■ Exercise
Each line of the data should be repeated precisely.

━━━━━━━━━━━━━━━━━━━━

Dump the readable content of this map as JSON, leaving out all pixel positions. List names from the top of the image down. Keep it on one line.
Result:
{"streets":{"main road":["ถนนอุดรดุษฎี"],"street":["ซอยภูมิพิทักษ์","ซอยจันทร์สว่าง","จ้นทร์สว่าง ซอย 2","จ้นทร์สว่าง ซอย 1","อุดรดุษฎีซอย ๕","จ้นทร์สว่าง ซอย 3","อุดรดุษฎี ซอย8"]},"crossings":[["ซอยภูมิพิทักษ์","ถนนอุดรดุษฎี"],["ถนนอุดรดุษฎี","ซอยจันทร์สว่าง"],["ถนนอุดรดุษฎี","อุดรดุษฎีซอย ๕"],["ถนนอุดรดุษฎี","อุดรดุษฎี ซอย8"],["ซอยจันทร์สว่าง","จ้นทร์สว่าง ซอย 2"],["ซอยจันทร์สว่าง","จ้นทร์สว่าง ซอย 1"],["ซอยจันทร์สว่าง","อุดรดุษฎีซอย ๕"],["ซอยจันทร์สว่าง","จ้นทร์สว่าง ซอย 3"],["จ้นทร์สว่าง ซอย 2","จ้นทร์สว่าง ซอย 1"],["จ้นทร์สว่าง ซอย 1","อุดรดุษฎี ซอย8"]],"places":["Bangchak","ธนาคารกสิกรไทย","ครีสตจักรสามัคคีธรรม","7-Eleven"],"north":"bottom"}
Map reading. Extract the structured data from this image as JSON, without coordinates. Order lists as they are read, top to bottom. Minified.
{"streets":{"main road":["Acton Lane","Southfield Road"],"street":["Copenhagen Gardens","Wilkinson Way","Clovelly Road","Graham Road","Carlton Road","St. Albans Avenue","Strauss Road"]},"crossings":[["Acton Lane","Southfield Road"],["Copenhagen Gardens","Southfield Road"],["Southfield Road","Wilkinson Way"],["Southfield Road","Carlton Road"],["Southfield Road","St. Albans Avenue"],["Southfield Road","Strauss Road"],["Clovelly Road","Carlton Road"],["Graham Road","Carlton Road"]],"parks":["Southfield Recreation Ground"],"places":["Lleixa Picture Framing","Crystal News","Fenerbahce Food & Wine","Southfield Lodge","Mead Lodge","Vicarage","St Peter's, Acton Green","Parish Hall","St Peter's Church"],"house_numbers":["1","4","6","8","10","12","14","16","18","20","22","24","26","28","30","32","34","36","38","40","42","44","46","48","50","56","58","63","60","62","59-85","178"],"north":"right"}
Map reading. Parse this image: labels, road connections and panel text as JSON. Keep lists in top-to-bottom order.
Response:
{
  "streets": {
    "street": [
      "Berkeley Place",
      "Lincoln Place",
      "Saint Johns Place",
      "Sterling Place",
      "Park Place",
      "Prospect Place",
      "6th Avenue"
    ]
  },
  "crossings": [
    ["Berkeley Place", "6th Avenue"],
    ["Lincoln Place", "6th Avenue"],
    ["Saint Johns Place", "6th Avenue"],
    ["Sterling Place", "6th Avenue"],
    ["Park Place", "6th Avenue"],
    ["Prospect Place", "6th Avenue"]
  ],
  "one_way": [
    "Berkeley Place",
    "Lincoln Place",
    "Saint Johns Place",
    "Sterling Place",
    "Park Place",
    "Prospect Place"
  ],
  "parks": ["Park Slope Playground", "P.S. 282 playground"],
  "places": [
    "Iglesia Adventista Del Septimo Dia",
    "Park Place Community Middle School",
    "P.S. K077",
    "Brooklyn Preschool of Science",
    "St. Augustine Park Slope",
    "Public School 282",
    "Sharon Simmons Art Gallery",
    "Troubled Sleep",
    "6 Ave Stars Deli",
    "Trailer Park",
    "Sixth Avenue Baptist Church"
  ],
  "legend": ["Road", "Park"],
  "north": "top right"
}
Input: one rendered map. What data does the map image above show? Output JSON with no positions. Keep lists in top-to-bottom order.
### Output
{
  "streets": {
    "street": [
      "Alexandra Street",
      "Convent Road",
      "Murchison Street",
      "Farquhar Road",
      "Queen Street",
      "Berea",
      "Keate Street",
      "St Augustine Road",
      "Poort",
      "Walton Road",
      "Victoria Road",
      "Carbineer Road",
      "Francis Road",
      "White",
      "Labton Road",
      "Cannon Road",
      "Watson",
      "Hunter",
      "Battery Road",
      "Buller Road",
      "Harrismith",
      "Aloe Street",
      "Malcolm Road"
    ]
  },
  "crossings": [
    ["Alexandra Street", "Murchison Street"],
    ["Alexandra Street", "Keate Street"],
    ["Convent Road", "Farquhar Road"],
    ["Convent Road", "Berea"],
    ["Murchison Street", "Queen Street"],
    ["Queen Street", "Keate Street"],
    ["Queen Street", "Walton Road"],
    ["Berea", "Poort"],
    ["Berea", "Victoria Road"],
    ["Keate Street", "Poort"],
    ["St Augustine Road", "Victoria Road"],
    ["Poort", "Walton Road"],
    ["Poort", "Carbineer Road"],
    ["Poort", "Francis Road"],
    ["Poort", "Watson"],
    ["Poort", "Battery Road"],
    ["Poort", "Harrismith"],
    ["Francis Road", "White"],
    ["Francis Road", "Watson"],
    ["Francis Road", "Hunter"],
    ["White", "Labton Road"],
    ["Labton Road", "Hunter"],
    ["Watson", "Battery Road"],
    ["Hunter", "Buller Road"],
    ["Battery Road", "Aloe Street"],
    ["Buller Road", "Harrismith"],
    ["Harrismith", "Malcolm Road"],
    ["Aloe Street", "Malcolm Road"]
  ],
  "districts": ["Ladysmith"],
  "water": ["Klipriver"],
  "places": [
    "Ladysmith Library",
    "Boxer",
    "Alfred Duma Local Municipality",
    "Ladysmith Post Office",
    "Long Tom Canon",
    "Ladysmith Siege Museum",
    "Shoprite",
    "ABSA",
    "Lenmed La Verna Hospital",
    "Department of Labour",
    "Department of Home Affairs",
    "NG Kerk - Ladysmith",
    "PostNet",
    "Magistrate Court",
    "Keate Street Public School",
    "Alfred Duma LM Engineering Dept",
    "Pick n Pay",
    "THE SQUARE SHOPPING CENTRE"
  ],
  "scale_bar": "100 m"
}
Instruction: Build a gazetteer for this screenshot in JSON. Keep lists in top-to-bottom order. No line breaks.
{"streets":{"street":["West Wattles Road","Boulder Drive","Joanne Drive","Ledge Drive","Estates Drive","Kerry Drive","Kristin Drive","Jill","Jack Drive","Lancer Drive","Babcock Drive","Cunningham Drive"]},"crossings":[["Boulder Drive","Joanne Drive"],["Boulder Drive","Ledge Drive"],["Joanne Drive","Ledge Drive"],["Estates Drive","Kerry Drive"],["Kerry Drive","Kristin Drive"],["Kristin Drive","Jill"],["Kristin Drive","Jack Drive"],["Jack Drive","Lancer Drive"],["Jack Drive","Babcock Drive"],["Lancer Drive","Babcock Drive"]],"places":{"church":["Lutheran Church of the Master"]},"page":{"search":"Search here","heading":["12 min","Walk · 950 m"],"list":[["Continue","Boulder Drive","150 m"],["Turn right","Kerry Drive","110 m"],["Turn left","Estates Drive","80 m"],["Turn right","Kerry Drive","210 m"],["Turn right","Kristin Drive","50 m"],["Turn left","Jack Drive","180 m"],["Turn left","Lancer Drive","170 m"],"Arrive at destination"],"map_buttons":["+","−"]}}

━━━━━━━━━━━━━━━━━━━━

■ Result for this task
Dump the readable content of this map as JSON, leaving out all pixel positions. List names from the top of the image down. Keep it on one line.
Result:
{"streets":{"main road":["ถนนอุดรดุษฎี"],"street":["ซอยภูมิพิทักษ์","ซอยจันทร์สว่าง","จ้นทร์สว่าง ซอย 2","จ้นทร์สว่าง ซอย 1","อุดรดุษฎีซอย ๕","จ้นทร์สว่าง ซอย 3","อุดรดุษฎี ซอย8"]},"crossings":[["ซอยภูมิพิทักษ์","ถนนอุดรดุษฎี"],["ถนนอุดรดุษฎี","ซอยจันทร์สว่าง"],["ถนนอุดรดุษฎี","อุดรดุษฎีซอย ๕"],["ถนนอุดรดุษฎี","อุดรดุษฎี ซอย8"],["ซอยจันทร์สว่าง","จ้นทร์สว่าง ซอย 2"],["ซอยจันทร์สว่าง","จ้นทร์สว่าง ซอย 1"],["ซอยจันทร์สว่าง","อุดรดุษฎีซอย ๕"],["ซอยจันทร์สว่าง","จ้นทร์สว่าง ซอย 3"],["จ้นทร์สว่าง ซอย 2","จ้นทร์สว่าง ซอย 1"],["จ้นทร์สว่าง ซอย 1","อุดรดุษฎี ซอย8"]],"places":["Bangchak","ธนาคารกสิกรไทย","ครีสตจักรสามัคคีธรรม","7-Eleven"],"north":"bottom"}
Map reading. Extract the structured data from this image as JSON, without coordinates. Order lists as they are read, top to bottom. Minified.
{"streets":{"main road":["Acton Lane","Southfield Road"],"street":["Copenhagen Gardens","Wilkinson Way","Clovelly Road","Graham Road","Carlton Road","St. Albans Avenue","Strauss Road"]},"crossings":[["Acton Lane","Southfield Road"],["Copenhagen Gardens","Southfield Road"],["Southfield Road","Wilkinson Way"],["Southfield Road","Carlton Road"],["Southfield Road","St. Albans Avenue"],["Southfield Road","Strauss Road"],["Clovelly Road","Carlton Road"],["Graham Road","Carlton Road"]],"parks":["Southfield Recreation Ground"],"places":["Lleixa Picture Framing","Crystal News","Fenerbahce Food & Wine","Southfield Lodge","Mead Lodge","Vicarage","St Peter's, Acton Green","Parish Hall","St Peter's Church"],"house_numbers":["1","4","6","8","10","12","14","16","18","20","22","24","26","28","30","32","34","36","38","40","42","44","46","48","50","56","58","63","60","62","59-85","178"],"north":"right"}
Map reading. Parse this image: labels, road connections and panel text as JSON. Keep lists in top-to-bottom order.
Response:
{
  "streets": {
    "street": [
      "Berkeley Place",
      "Lincoln Place",
      "Saint Johns Place",
      "Sterling Place",
      "Park Place",
      "Prospect Place",
      "6th Avenue"
    ]
  },
  "crossings": [
    ["Berkeley Place", "6th Avenue"],
    ["Lincoln Place", "6th Avenue"],
    ["Saint Johns Place", "6th Avenue"],
    ["Sterling Place", "6th Avenue"],
    ["Park Place", "6th Avenue"],
    ["Prospect Place", "6th Avenue"]
  ],
  "one_way": [
    "Berkeley Place",
    "Lincoln Place",
    "Saint Johns Place",
    "Sterling Place",
    "Park Place",
    "Prospect Place"
  ],
  "parks": ["Park Slope Playground", "P.S. 282 playground"],
  "places": [
    "Iglesia Adventista Del Septimo Dia",
    "Park Place Community Middle School",
    "P.S. K077",
    "Brooklyn Preschool of Science",
    "St. Augustine Park Slope",
    "Public School 282",
    "Sharon Simmons Art Gallery",
    "Troubled Sleep",
    "6 Ave Stars Deli",
    "Trailer Park",
    "Sixth Avenue Baptist Church"
  ],
  "legend": ["Road", "Park"],
  "north": "top right"
}
Input: one rendered map. What data does the map image above show? Output JSON with no positions. Keep lists in top-to-bottom order.
### Output
{
  "streets": {
    "street": [
      "Alexandra Street",
      "Convent Road",
      "Murchison Street",
      "Farquhar Road",
      "Queen Street",
      "Berea",
      "Keate Street",
      "St Augustine Road",
      "Poort",
      "Walton Road",
      "Victoria Road",
      "Carbineer Road",
      "Francis Road",
      "White",
      "Labton Road",
      "Cannon Road",
      "Watson",
      "Hunter",
      "Battery Road",
      "Buller Road",
      "Harrismith",
      "Aloe Street",
      "Malcolm Road"
    ]
  },
  "crossings": [
    ["Alexandra Street", "Murchison Street"],
    ["Alexandra Street", "Keate Street"],
    ["Convent Road", "Farquhar Road"],
    ["Convent Road", "Berea"],
    ["Murchison Street", "Queen Street"],
    ["Queen Street", "Keate Street"],
    ["Queen Street", "Walton Road"],
    ["Berea", "Poort"],
    ["Berea", "Victoria Road"],
    ["Keate Street", "Poort"],
    ["St Augustine Road", "Victoria Road"],
    ["Poort", "Walton Road"],
    ["Poort", "Carbineer Road"],
    ["Poort", "Francis Road"],
    ["Poort", "Watson"],
    ["Poort", "Battery Road"],
    ["Poort", "Harrismith"],
    ["Francis Road", "White"],
    ["Francis Road", "Watson"],
    ["Francis Road", "Hunter"],
    ["White", "Labton Road"],
    ["Labton Road", "Hunter"],
    ["Watson", "Battery Road"],
    ["Hunter", "Buller Road"],
    ["Battery Road", "Aloe Street"],
    ["Buller Road", "Harrismith"],
    ["Harrismith", "Malcolm Road"],
    ["Aloe Street", "Malcolm Road"]
  ],
  "districts": ["Ladysmith"],
  "water": ["Klipriver"],
  "places": [
    "Ladysmith Library",
    "Boxer",
    "Alfred Duma Local Municipality",
    "Ladysmith Post Office",
    "Long Tom Canon",
    "Ladysmith Siege Museum",
    "Shoprite",
    "ABSA",
    "Lenmed La Verna Hospital",
    "Department of Labour",
    "Department of Home Affairs",
    "NG Kerk - Ladysmith",
    "PostNet",
    "Magistrate Court",
    "Keate Street Public School",
    "Alfred Duma LM Engineering Dept",
    "Pick n Pay",
    "THE SQUARE SHOPPING CENTRE"
  ],
  "scale_bar": "100 m"
}
Instruction: Build a gazetteer for this screenshot in JSON. Keep lists in top-to-bottom order. No line breaks.
{"streets":{"street":["West Wattles Road","Boulder Drive","Joanne Drive","Ledge Drive","Estates Drive","Kerry Drive","Kristin Drive","Jill","Jack Drive","Lancer Drive","Babcock Drive","Cunningham Drive"]},"crossings":[["Boulder Drive","Joanne Drive"],["Boulder Drive","Ledge Drive"],["Joanne Drive","Ledge Drive"],["Estates Drive","Kerry Drive"],["Kerry Drive","Kristin Drive"],["Kristin Drive","Jill"],["Kristin Drive","Jack Drive"],["Jack Drive","Lancer Drive"],["Jack Drive","Babcock Drive"],["Lancer Drive","Babcock Drive"]],"places":{"church":["Lutheran Church of the Master"]},"page":{"search":"Search here","heading":["12 min","Walk · 950 m"],"list":[["Continue","Boulder Drive","150 m"],["Turn right","Kerry Drive","110 m"],["Turn left","Estates Drive","80 m"],["Turn right","Kerry Drive","210 m"],["Turn right","Kristin Drive","50 m"],["Turn left","Jack Drive","180 m"],["Turn left","Lancer Drive","170 m"],"Arrive at destination"],"map_buttons":["+","−"]}}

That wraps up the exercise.